Once the line holding "position:absolute; left:2320px; top:735px;" is written out, stop; begin at the first line of the material below and retype exactly, dropping pictures.

>>

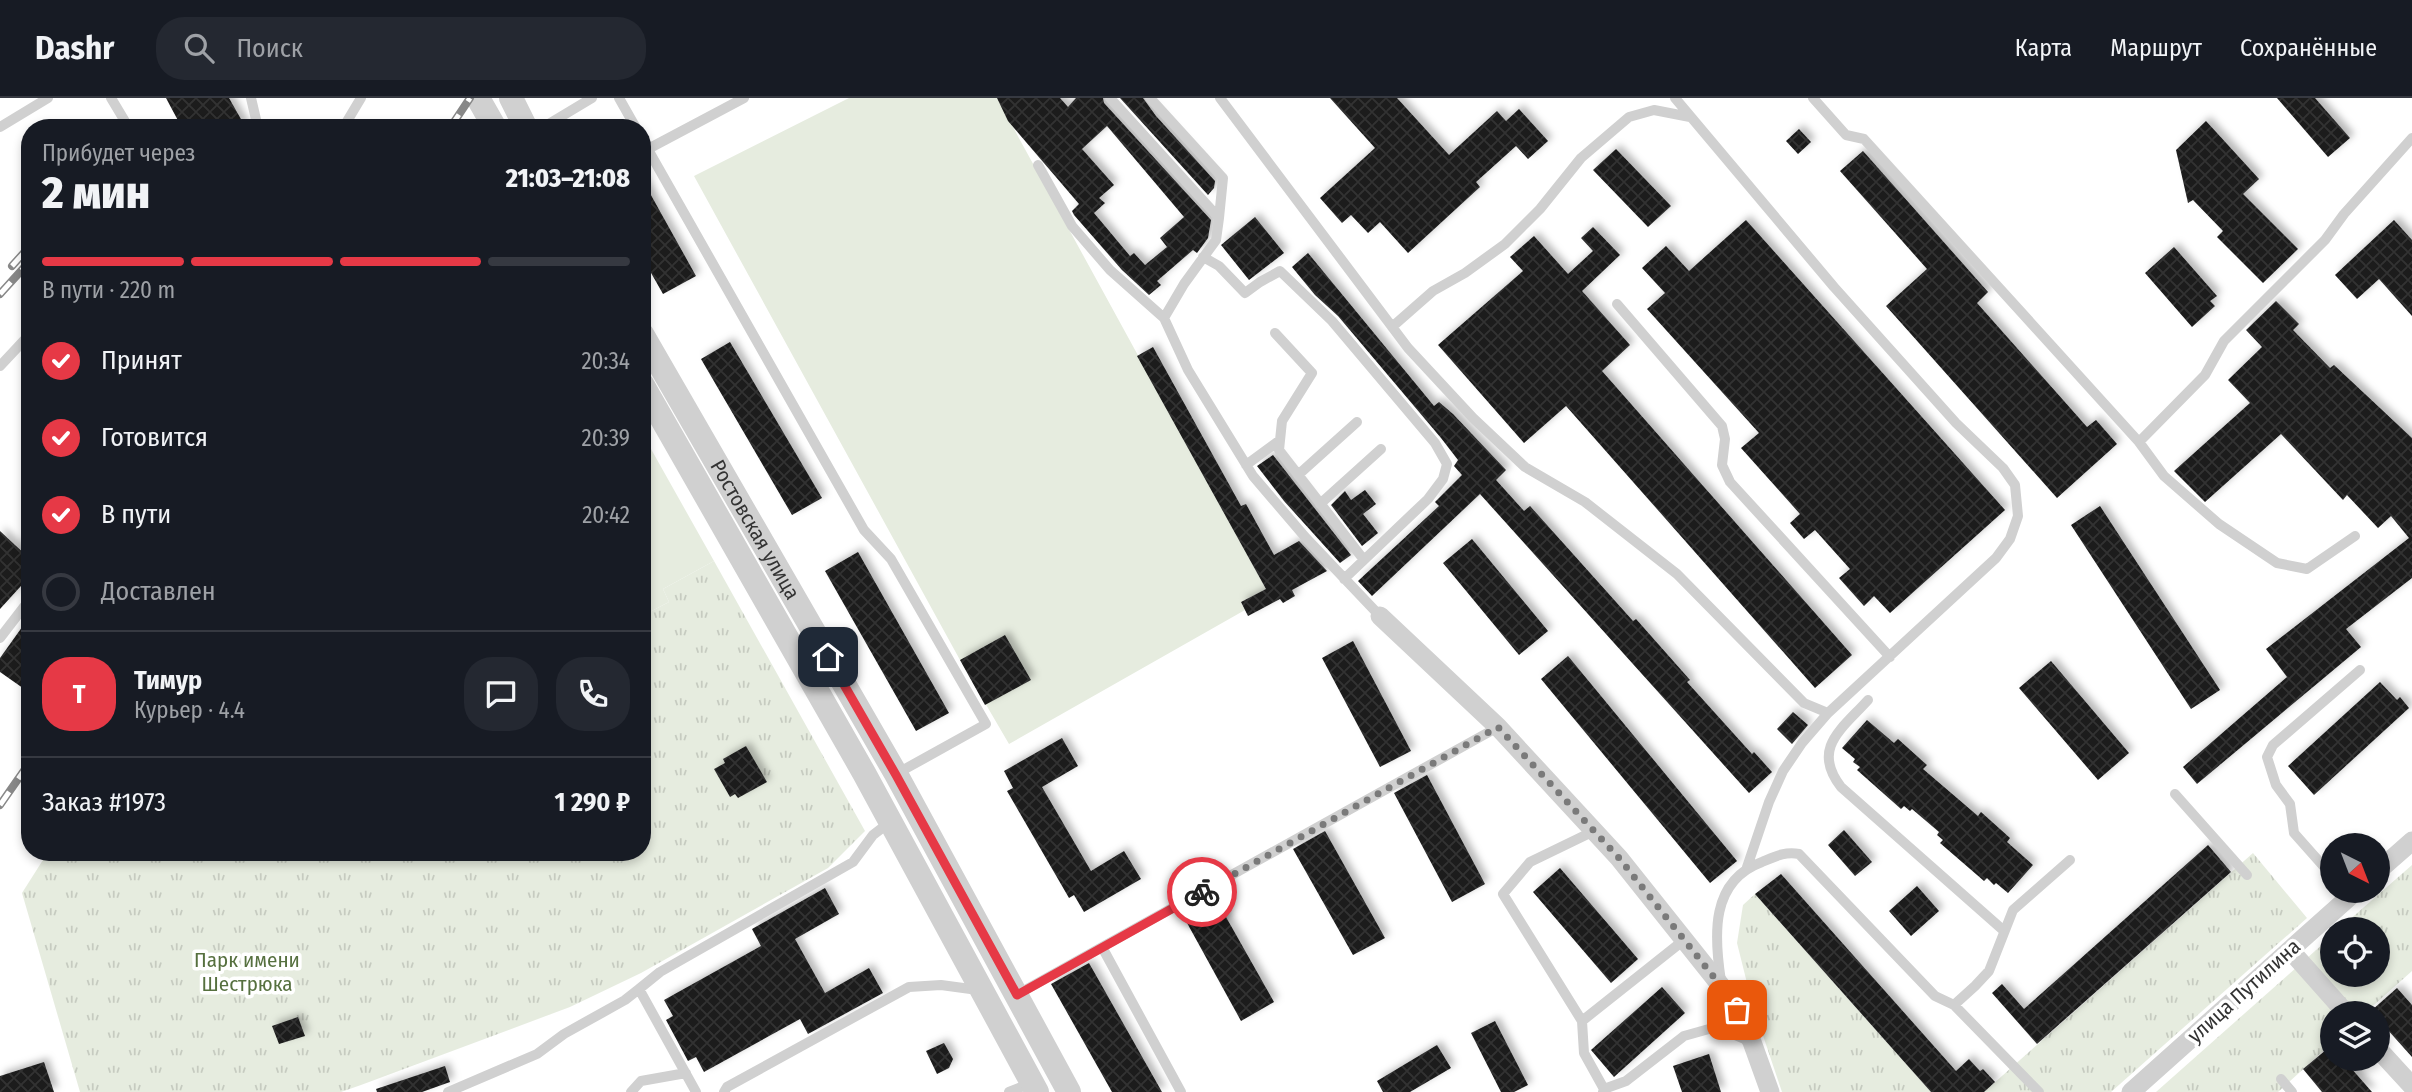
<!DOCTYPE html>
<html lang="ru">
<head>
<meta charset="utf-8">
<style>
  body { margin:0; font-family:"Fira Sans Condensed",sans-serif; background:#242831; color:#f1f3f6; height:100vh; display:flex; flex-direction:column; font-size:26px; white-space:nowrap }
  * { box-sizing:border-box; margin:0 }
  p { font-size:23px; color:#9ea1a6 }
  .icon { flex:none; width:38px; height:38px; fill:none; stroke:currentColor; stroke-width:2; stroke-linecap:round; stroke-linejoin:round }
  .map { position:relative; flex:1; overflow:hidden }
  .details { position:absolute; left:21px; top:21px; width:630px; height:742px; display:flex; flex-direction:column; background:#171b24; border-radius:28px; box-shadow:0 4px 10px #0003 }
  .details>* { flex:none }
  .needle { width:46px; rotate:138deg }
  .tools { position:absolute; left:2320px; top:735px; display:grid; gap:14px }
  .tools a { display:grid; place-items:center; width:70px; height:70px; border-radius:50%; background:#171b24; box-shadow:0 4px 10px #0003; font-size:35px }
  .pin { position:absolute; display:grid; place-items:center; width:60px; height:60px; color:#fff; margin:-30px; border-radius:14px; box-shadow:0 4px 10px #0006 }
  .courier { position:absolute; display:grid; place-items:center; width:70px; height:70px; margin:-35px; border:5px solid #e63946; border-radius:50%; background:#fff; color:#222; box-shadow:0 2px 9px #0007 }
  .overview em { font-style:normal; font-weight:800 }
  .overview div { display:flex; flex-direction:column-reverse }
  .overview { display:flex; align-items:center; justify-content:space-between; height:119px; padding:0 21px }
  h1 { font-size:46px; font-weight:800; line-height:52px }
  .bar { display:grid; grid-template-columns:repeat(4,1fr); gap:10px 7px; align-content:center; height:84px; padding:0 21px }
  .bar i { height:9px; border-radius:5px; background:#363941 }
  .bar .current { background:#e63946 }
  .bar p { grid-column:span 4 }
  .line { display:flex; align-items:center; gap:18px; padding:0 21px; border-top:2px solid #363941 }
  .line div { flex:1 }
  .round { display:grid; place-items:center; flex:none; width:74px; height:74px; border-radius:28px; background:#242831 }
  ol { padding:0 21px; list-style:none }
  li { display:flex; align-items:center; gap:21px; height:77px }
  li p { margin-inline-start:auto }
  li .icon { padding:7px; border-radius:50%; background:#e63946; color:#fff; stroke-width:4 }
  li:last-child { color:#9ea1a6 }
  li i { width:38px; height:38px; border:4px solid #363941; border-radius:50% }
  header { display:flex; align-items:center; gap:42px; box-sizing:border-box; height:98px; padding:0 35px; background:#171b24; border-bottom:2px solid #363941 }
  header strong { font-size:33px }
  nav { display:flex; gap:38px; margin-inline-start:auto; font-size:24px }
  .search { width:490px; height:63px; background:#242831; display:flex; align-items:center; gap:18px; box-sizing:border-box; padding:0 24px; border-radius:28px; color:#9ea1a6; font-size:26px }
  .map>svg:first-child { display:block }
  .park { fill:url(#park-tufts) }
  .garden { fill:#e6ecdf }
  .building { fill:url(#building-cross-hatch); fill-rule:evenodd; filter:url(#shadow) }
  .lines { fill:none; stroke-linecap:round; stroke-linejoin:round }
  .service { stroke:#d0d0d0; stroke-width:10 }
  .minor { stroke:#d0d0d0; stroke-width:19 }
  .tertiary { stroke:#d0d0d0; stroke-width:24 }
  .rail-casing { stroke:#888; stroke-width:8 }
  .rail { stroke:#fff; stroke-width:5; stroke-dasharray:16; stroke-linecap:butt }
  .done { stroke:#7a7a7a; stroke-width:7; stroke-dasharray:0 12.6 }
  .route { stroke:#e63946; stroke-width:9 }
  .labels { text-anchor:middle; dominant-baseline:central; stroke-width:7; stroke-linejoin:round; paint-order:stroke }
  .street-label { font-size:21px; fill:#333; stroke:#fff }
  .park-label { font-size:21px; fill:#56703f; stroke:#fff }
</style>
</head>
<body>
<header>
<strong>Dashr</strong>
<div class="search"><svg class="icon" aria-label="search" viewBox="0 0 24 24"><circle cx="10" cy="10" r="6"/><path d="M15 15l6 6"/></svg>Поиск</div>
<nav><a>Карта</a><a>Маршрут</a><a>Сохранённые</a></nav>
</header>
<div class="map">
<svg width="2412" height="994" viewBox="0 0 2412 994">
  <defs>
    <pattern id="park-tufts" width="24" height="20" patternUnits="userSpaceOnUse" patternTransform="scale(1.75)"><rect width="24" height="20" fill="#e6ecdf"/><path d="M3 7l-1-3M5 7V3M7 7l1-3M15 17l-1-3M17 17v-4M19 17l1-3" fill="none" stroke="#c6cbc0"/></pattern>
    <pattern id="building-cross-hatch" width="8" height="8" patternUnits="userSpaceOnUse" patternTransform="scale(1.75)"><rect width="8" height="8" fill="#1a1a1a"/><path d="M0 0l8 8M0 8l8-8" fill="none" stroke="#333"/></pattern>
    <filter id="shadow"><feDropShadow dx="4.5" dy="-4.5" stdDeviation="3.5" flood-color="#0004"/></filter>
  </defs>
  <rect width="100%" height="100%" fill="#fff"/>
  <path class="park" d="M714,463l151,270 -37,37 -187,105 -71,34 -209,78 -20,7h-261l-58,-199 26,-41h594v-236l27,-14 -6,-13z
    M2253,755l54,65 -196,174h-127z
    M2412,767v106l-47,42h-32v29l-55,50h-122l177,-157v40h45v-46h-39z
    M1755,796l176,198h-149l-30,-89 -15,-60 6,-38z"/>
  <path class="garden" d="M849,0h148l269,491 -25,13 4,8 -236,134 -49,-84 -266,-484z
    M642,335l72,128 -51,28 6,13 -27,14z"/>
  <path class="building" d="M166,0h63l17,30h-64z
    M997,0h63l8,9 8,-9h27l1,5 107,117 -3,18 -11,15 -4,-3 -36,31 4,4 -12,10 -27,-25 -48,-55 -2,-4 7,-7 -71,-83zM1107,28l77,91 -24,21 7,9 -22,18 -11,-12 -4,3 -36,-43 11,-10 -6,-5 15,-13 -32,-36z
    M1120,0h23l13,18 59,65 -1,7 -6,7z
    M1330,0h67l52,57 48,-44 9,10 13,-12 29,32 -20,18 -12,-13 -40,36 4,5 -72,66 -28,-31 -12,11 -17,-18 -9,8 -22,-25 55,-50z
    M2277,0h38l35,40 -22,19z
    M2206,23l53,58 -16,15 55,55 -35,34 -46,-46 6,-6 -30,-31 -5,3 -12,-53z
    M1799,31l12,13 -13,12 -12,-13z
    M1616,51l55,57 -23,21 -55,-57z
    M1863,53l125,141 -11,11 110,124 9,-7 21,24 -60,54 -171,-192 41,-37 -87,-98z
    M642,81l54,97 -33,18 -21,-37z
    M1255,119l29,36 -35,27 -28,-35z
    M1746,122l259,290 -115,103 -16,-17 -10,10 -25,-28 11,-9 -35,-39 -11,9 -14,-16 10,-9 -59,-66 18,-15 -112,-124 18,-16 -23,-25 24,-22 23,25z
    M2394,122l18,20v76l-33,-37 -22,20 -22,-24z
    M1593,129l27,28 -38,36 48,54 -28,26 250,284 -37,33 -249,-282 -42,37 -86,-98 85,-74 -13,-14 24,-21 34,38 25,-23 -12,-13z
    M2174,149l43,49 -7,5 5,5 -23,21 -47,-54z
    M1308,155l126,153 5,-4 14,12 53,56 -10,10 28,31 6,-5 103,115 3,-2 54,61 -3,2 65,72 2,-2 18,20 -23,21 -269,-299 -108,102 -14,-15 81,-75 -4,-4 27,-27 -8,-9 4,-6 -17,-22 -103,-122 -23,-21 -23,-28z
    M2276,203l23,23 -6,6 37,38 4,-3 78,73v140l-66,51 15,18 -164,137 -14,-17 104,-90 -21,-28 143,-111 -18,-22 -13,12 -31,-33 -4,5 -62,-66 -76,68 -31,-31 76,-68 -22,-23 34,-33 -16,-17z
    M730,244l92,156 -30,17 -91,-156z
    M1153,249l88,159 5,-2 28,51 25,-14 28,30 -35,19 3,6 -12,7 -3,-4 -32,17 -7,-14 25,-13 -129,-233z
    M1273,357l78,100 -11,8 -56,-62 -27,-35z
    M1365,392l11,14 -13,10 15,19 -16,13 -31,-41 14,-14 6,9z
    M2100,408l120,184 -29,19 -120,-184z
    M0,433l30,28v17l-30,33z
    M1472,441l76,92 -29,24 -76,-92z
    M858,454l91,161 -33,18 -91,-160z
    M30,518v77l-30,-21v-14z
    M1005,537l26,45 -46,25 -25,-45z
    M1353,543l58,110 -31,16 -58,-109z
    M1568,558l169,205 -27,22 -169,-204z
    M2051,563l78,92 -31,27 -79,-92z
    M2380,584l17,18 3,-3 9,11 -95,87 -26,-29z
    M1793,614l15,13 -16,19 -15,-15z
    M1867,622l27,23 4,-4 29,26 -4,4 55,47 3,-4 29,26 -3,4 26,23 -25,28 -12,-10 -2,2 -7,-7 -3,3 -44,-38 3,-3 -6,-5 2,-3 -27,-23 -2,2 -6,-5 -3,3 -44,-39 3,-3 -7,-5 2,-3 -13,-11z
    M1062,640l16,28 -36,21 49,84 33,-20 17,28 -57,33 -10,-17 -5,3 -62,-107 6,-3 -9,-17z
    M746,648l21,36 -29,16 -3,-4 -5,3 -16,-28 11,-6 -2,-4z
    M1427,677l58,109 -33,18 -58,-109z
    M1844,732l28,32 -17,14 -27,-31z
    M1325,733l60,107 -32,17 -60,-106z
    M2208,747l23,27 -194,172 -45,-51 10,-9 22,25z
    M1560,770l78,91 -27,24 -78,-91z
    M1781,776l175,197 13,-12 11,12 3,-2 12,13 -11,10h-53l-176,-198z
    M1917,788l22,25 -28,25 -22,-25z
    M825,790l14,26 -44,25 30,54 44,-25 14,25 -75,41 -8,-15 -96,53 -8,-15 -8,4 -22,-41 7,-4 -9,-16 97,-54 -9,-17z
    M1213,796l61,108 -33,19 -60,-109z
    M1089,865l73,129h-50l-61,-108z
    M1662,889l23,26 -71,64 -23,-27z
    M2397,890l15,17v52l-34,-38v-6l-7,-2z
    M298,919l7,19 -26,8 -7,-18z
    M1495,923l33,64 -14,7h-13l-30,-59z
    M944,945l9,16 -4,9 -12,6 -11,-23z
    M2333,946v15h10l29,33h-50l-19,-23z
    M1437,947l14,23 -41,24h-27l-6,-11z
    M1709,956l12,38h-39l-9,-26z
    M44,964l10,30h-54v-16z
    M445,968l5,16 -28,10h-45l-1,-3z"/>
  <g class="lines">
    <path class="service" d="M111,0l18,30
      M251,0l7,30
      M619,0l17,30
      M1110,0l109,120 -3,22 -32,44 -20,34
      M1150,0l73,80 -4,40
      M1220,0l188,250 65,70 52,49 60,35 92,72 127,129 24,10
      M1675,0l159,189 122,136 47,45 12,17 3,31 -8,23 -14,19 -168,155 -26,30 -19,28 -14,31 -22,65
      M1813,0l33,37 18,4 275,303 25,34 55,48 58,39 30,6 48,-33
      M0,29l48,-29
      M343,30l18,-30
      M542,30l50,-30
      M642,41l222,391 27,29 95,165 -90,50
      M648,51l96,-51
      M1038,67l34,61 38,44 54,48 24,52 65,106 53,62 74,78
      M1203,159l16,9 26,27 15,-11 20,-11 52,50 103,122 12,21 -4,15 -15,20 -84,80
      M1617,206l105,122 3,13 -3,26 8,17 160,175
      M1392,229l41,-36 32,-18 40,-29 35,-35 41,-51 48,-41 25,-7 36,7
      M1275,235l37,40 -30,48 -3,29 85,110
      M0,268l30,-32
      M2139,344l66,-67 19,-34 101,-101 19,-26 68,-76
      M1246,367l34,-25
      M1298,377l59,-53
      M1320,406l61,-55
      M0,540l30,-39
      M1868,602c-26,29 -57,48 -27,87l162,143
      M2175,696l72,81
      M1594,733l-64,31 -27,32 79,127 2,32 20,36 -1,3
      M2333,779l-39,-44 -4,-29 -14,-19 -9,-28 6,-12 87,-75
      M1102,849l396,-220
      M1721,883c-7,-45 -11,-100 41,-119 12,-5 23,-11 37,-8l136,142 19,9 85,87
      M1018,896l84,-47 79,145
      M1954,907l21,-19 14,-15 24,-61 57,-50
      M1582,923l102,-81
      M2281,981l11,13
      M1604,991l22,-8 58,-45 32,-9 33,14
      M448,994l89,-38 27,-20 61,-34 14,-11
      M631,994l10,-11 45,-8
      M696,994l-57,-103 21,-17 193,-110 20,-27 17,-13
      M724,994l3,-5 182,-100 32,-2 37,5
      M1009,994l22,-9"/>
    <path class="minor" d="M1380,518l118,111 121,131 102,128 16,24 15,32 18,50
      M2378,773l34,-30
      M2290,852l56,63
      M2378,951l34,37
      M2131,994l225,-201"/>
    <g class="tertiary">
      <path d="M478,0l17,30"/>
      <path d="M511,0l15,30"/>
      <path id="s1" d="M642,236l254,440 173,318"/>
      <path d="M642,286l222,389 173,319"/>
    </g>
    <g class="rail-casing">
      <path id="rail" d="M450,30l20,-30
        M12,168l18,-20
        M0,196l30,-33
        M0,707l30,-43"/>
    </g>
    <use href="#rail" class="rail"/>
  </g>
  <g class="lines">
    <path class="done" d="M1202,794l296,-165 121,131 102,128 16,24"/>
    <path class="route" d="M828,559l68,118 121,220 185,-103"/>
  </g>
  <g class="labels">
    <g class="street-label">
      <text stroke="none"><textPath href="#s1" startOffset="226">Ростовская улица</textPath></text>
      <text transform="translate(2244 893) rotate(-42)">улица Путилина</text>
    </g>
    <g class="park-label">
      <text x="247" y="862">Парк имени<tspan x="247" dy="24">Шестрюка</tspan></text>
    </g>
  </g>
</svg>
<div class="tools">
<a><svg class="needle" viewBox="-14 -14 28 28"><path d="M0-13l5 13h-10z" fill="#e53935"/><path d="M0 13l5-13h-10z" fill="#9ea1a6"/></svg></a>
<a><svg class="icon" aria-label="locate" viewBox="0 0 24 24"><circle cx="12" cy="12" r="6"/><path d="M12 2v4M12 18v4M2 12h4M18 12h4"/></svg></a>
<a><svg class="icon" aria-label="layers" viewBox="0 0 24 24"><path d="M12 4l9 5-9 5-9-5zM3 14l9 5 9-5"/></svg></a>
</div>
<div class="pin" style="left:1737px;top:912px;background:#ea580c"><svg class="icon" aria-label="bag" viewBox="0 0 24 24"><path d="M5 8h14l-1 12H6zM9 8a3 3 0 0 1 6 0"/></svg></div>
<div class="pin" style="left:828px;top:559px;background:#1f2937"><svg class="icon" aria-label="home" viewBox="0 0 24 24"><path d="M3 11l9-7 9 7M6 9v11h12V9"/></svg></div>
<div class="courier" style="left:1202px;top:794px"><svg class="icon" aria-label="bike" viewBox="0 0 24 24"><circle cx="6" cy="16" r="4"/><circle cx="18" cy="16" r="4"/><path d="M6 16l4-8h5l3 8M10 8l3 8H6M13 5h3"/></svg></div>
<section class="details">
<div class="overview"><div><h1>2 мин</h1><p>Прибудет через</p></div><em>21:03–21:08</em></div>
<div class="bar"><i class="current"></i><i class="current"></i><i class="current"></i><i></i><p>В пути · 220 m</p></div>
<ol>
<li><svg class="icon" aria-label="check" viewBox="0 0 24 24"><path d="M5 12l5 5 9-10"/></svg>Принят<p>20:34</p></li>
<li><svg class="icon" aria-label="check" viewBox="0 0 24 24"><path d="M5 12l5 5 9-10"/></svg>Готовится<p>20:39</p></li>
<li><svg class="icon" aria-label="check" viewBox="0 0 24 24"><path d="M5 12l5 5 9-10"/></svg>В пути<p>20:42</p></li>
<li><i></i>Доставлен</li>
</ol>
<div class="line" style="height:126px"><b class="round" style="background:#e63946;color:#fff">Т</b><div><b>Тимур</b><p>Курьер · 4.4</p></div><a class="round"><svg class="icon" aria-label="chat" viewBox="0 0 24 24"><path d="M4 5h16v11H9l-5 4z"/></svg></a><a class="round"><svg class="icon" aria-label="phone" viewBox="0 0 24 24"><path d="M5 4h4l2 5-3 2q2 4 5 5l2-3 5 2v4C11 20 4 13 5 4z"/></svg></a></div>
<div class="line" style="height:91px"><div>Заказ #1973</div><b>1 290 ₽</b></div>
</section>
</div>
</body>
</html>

<<

## Response
<!DOCTYPE html>
<html lang="ru">
<head>
<meta charset="utf-8">
<style>
  body { margin:0; font-family:"Fira Sans Condensed",sans-serif; background:#242831; color:#f1f3f6; height:100vh; display:flex; flex-direction:column; font-size:26px; white-space:nowrap }
  * { box-sizing:border-box; margin:0 }
  p { font-size:23px; color:#9ea1a6 }
  .icon { flex:none; width:38px; height:38px; fill:none; stroke:currentColor; stroke-width:2; stroke-linecap:round; stroke-linejoin:round }
  .map { position:relative; flex:1; overflow:hidden }
  .details { position:absolute; left:21px; top:21px; width:630px; height:742px; display:flex; flex-direction:column; background:#171b24; border-radius:28px; box-shadow:0 4px 10px #0003 }
  .details>* { flex:none }
  .needle { width:46px; rotate:138deg }
  .tools { position:absolute; left:2320px; top:735px; display:grid; gap:14px }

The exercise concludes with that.